Soru:

Siz siyasi konularla iştigal eden bir şahsiyetsiniz, fıkıhla niye iştigal ediyorsunuz? Yoksa fıkıh ve siyaset birbirinden ayrılmaz mı?

Cevap:

Evet, fıkıh siyasetten kesinlikle ayrılmaz. Nitekim fıkıh şeri delilerden pratik meseleler için istinbat edilmiş, çıkarılmış şeri hükümlerin ilmidir. İçtihadın ürünüdür. Bu hükümler birer fikirlerdir. Siyaset insanların işlerini fikirle gütmektir, yürütmektir.
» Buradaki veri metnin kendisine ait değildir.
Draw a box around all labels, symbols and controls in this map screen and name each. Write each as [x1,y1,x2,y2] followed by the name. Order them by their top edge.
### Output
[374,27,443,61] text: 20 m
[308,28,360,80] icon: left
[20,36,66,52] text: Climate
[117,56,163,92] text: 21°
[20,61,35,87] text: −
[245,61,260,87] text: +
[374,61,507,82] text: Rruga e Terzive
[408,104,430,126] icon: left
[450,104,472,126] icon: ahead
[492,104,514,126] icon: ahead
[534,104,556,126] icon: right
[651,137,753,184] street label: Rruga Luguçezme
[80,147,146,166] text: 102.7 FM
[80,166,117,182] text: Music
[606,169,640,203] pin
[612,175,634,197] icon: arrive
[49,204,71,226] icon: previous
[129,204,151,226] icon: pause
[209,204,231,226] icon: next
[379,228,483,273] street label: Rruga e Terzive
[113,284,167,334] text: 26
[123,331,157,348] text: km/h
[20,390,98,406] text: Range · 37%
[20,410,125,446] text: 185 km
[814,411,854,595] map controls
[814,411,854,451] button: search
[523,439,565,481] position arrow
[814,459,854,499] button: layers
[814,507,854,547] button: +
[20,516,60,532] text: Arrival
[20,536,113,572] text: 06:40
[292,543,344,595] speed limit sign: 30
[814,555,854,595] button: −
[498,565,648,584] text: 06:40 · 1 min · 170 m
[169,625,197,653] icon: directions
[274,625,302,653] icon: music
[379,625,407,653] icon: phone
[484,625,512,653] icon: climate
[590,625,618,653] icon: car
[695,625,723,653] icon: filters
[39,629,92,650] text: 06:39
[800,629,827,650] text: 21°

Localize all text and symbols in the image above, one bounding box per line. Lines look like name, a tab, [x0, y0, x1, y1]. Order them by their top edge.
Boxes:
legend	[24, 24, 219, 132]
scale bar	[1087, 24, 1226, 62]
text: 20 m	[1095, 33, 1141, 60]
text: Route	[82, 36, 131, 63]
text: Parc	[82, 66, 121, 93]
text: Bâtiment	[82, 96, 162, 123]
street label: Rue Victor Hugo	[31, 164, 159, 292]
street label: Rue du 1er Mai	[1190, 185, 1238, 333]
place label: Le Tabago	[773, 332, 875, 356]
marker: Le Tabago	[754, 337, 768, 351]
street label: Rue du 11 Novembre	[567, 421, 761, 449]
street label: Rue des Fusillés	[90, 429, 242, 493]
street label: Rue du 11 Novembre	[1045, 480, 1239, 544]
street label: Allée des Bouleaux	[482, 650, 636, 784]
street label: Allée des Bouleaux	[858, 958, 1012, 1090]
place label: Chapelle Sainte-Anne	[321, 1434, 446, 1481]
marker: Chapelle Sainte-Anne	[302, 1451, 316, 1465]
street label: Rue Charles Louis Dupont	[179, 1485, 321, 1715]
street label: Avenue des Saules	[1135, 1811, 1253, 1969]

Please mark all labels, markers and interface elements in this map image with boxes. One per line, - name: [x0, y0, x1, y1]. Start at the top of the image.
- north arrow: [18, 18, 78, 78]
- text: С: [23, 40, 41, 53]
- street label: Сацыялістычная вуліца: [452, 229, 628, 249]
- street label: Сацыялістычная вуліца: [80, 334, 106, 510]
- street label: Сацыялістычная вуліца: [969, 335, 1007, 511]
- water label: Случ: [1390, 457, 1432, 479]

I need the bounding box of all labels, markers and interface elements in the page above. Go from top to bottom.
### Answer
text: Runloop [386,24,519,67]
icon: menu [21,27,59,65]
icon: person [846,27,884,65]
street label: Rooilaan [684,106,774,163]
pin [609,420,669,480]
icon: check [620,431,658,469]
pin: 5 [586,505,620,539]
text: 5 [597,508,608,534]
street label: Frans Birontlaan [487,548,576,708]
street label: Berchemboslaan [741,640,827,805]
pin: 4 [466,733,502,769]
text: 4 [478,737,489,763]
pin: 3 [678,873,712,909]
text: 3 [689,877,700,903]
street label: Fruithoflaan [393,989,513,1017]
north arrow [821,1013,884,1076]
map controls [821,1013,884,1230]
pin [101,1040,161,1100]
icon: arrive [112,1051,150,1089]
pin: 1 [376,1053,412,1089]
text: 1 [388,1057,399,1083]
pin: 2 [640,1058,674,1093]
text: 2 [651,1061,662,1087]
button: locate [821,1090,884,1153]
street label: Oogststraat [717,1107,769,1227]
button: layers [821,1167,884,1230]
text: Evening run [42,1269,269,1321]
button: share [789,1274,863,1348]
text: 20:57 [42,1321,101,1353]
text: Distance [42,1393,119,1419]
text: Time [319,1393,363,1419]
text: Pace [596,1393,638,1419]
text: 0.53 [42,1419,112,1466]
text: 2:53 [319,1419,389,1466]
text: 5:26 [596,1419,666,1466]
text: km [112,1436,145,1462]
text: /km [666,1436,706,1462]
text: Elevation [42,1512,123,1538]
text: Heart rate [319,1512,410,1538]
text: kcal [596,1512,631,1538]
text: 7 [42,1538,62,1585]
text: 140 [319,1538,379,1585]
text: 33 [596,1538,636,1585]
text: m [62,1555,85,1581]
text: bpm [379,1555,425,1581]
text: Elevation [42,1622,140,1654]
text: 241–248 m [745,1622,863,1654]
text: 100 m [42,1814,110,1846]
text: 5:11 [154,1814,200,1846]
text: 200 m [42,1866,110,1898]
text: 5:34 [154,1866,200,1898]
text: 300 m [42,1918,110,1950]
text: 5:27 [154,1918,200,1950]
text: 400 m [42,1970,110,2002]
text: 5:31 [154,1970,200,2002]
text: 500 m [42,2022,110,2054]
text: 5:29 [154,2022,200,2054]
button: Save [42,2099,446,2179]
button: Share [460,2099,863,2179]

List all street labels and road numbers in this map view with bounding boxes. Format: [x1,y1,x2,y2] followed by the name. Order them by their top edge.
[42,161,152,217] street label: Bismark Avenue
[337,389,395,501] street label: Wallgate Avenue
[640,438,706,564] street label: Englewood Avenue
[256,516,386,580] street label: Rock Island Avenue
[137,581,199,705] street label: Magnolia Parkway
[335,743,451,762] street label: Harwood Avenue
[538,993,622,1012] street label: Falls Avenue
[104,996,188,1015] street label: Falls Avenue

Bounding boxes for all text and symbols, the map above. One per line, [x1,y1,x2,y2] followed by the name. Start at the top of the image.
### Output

Siyasetçi Müslüman siyaseti, İslam fikir ve fıkhıyla yürütür.
Resulullah (sav) şöyle buyurdu:
«كَانَتْ بَنُو إِسْرَائِيلَ تَسُوسُهُمْ الْأَنْبِيَاءُ كُلَّمَا هَلَكَ نَبِيٌّ خَلَفَهُ نَبِيٌّ وَإِنَّهُ لَا نَبِيَّ بَعْدِي وَسَتَكُونُ خُلَفَاءُ تَكْثُرُ» قَالُوا: فَمَا تَأْمُرُنَا؟ قَالَ: فُوا بِبَيْعَةِ الْأَوَّلِ فَالْأَوَّلِ وَأَعْطُوهُمْ حَقَّهُمْ فَإِنَّ اللَّهَ سَائِلُهُمْ عَمَّا اسْتَرْعَاهُمْ».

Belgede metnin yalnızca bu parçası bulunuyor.